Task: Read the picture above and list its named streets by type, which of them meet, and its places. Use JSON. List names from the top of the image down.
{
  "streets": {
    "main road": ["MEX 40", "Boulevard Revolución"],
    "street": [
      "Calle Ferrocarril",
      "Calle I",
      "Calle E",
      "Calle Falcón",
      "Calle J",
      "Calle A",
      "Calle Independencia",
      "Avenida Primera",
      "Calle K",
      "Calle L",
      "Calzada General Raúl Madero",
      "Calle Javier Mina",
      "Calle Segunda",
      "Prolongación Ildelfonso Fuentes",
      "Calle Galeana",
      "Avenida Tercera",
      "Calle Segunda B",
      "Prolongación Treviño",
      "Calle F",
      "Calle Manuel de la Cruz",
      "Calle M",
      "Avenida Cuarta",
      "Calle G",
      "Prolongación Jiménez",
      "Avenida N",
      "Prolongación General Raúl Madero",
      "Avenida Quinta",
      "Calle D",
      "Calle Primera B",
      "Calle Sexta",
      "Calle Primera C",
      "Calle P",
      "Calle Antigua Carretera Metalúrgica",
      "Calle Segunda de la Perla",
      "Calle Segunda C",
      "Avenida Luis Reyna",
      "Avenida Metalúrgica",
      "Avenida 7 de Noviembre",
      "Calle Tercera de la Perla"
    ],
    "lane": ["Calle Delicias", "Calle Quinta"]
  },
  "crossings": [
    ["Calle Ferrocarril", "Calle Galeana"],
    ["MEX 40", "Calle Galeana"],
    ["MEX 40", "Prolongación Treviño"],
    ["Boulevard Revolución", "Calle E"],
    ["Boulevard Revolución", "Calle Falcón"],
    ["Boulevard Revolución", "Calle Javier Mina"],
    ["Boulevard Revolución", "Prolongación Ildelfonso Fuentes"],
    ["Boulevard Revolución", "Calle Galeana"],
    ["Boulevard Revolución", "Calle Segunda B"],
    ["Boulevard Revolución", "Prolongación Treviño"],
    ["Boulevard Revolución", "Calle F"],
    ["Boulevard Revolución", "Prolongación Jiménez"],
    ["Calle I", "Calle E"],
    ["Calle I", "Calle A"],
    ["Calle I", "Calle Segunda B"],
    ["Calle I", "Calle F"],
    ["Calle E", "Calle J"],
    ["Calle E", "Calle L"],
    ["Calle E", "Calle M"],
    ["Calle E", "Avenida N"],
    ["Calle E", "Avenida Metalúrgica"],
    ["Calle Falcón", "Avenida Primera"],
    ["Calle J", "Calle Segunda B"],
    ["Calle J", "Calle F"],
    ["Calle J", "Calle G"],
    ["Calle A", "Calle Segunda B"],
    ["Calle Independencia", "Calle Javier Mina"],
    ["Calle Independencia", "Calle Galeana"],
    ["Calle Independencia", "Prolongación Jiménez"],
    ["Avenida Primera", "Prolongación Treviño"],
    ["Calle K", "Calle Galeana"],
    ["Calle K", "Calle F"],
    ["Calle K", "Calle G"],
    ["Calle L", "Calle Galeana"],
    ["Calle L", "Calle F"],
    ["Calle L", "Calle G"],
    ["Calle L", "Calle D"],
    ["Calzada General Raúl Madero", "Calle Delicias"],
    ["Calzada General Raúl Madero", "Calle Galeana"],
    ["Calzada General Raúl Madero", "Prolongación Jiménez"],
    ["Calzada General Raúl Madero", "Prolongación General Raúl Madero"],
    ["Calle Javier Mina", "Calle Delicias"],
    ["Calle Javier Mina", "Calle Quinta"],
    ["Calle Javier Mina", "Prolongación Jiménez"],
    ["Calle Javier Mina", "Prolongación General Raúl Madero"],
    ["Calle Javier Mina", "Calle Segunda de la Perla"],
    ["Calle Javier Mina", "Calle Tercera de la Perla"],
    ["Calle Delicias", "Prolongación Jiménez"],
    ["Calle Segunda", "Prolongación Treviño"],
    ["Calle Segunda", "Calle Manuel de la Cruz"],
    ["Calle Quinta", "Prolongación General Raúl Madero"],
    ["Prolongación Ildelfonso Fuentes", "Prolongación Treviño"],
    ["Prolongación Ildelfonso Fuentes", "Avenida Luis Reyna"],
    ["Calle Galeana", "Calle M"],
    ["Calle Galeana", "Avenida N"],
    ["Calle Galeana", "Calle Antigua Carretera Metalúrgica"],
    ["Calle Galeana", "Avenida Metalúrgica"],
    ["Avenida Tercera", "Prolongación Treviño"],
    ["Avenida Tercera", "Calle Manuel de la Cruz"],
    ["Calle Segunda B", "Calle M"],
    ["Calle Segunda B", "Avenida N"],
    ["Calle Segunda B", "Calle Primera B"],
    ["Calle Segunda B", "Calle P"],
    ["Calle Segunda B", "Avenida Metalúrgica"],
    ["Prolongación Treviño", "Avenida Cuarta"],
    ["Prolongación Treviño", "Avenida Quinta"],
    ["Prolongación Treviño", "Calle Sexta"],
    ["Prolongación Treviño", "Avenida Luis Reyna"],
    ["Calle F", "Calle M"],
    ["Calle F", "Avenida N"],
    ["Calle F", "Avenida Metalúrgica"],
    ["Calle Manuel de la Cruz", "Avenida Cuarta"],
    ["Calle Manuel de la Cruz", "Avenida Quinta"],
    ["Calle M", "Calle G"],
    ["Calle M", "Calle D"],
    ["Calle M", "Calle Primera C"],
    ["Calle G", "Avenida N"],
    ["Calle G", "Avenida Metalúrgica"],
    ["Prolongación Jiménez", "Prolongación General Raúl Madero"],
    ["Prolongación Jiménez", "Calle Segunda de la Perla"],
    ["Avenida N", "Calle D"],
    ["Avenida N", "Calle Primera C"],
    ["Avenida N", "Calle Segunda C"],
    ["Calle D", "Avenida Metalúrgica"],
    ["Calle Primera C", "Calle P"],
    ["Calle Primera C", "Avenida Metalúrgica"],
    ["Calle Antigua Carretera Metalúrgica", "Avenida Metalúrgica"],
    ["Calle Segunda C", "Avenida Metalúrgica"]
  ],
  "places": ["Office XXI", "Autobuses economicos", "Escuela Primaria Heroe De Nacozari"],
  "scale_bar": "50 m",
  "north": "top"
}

**EXERCISE:**
Output every record above exactly as it was given.

**SOLUTION:**
Task: Read the picture above and list its named streets by type, which of them meet, and its places. Use JSON. List names from the top of the image down.
{
  "streets": {
    "main road": ["MEX 40", "Boulevard Revolución"],
    "street": [
      "Calle Ferrocarril",
      "Calle I",
      "Calle E",
      "Calle Falcón",
      "Calle J",
      "Calle A",
      "Calle Independencia",
      "Avenida Primera",
      "Calle K",
      "Calle L",
      "Calzada General Raúl Madero",
      "Calle Javier Mina",
      "Calle Segunda",
      "Prolongación Ildelfonso Fuentes",
      "Calle Galeana",
      "Avenida Tercera",
      "Calle Segunda B",
      "Prolongación Treviño",
      "Calle F",
      "Calle Manuel de la Cruz",
      "Calle M",
      "Avenida Cuarta",
      "Calle G",
      "Prolongación Jiménez",
      "Avenida N",
      "Prolongación General Raúl Madero",
      "Avenida Quinta",
      "Calle D",
      "Calle Primera B",
      "Calle Sexta",
      "Calle Primera C",
      "Calle P",
      "Calle Antigua Carretera Metalúrgica",
      "Calle Segunda de la Perla",
      "Calle Segunda C",
      "Avenida Luis Reyna",
      "Avenida Metalúrgica",
      "Avenida 7 de Noviembre",
      "Calle Tercera de la Perla"
    ],
    "lane": ["Calle Delicias", "Calle Quinta"]
  },
  "crossings": [
    ["Calle Ferrocarril", "Calle Galeana"],
    ["MEX 40", "Calle Galeana"],
    ["MEX 40", "Prolongación Treviño"],
    ["Boulevard Revolución", "Calle E"],
    ["Boulevard Revolución", "Calle Falcón"],
    ["Boulevard Revolución", "Calle Javier Mina"],
    ["Boulevard Revolución", "Prolongación Ildelfonso Fuentes"],
    ["Boulevard Revolución", "Calle Galeana"],
    ["Boulevard Revolución", "Calle Segunda B"],
    ["Boulevard Revolución", "Prolongación Treviño"],
    ["Boulevard Revolución", "Calle F"],
    ["Boulevard Revolución", "Prolongación Jiménez"],
    ["Calle I", "Calle E"],
    ["Calle I", "Calle A"],
    ["Calle I", "Calle Segunda B"],
    ["Calle I", "Calle F"],
    ["Calle E", "Calle J"],
    ["Calle E", "Calle L"],
    ["Calle E", "Calle M"],
    ["Calle E", "Avenida N"],
    ["Calle E", "Avenida Metalúrgica"],
    ["Calle Falcón", "Avenida Primera"],
    ["Calle J", "Calle Segunda B"],
    ["Calle J", "Calle F"],
    ["Calle J", "Calle G"],
    ["Calle A", "Calle Segunda B"],
    ["Calle Independencia", "Calle Javier Mina"],
    ["Calle Independencia", "Calle Galeana"],
    ["Calle Independencia", "Prolongación Jiménez"],
    ["Avenida Primera", "Prolongación Treviño"],
    ["Calle K", "Calle Galeana"],
    ["Calle K", "Calle F"],
    ["Calle K", "Calle G"],
    ["Calle L", "Calle Galeana"],
    ["Calle L", "Calle F"],
    ["Calle L", "Calle G"],
    ["Calle L", "Calle D"],
    ["Calzada General Raúl Madero", "Calle Delicias"],
    ["Calzada General Raúl Madero", "Calle Galeana"],
    ["Calzada General Raúl Madero", "Prolongación Jiménez"],
    ["Calzada General Raúl Madero", "Prolongación General Raúl Madero"],
    ["Calle Javier Mina", "Calle Delicias"],
    ["Calle Javier Mina", "Calle Quinta"],
    ["Calle Javier Mina", "Prolongación Jiménez"],
    ["Calle Javier Mina", "Prolongación General Raúl Madero"],
    ["Calle Javier Mina", "Calle Segunda de la Perla"],
    ["Calle Javier Mina", "Calle Tercera de la Perla"],
    ["Calle Delicias", "Prolongación Jiménez"],
    ["Calle Segunda", "Prolongación Treviño"],
    ["Calle Segunda", "Calle Manuel de la Cruz"],
    ["Calle Quinta", "Prolongación General Raúl Madero"],
    ["Prolongación Ildelfonso Fuentes", "Prolongación Treviño"],
    ["Prolongación Ildelfonso Fuentes", "Avenida Luis Reyna"],
    ["Calle Galeana", "Calle M"],
    ["Calle Galeana", "Avenida N"],
    ["Calle Galeana", "Calle Antigua Carretera Metalúrgica"],
    ["Calle Galeana", "Avenida Metalúrgica"],
    ["Avenida Tercera", "Prolongación Treviño"],
    ["Avenida Tercera", "Calle Manuel de la Cruz"],
    ["Calle Segunda B", "Calle M"],
    ["Calle Segunda B", "Avenida N"],
    ["Calle Segunda B", "Calle Primera B"],
    ["Calle Segunda B", "Calle P"],
    ["Calle Segunda B", "Avenida Metalúrgica"],
    ["Prolongación Treviño", "Avenida Cuarta"],
    ["Prolongación Treviño", "Avenida Quinta"],
    ["Prolongación Treviño", "Calle Sexta"],
    ["Prolongación Treviño", "Avenida Luis Reyna"],
    ["Calle F", "Calle M"],
    ["Calle F", "Avenida N"],
    ["Calle F", "Avenida Metalúrgica"],
    ["Calle Manuel de la Cruz", "Avenida Cuarta"],
    ["Calle Manuel de la Cruz", "Avenida Quinta"],
    ["Calle M", "Calle G"],
    ["Calle M", "Calle D"],
    ["Calle M", "Calle Primera C"],
    ["Calle G", "Avenida N"],
    ["Calle G", "Avenida Metalúrgica"],
    ["Prolongación Jiménez", "Prolongación General Raúl Madero"],
    ["Prolongación Jiménez", "Calle Segunda de la Perla"],
    ["Avenida N", "Calle D"],
    ["Avenida N", "Calle Primera C"],
    ["Avenida N", "Calle Segunda C"],
    ["Calle D", "Avenida Metalúrgica"],
    ["Calle Primera C", "Calle P"],
    ["Calle Primera C", "Avenida Metalúrgica"],
    ["Calle Antigua Carretera Metalúrgica", "Avenida Metalúrgica"],
    ["Calle Segunda C", "Avenida Metalúrgica"]
  ],
  "places": ["Office XXI", "Autobuses economicos", "Escuela Primaria Heroe De Nacozari"],
  "scale_bar": "50 m",
  "north": "top"
}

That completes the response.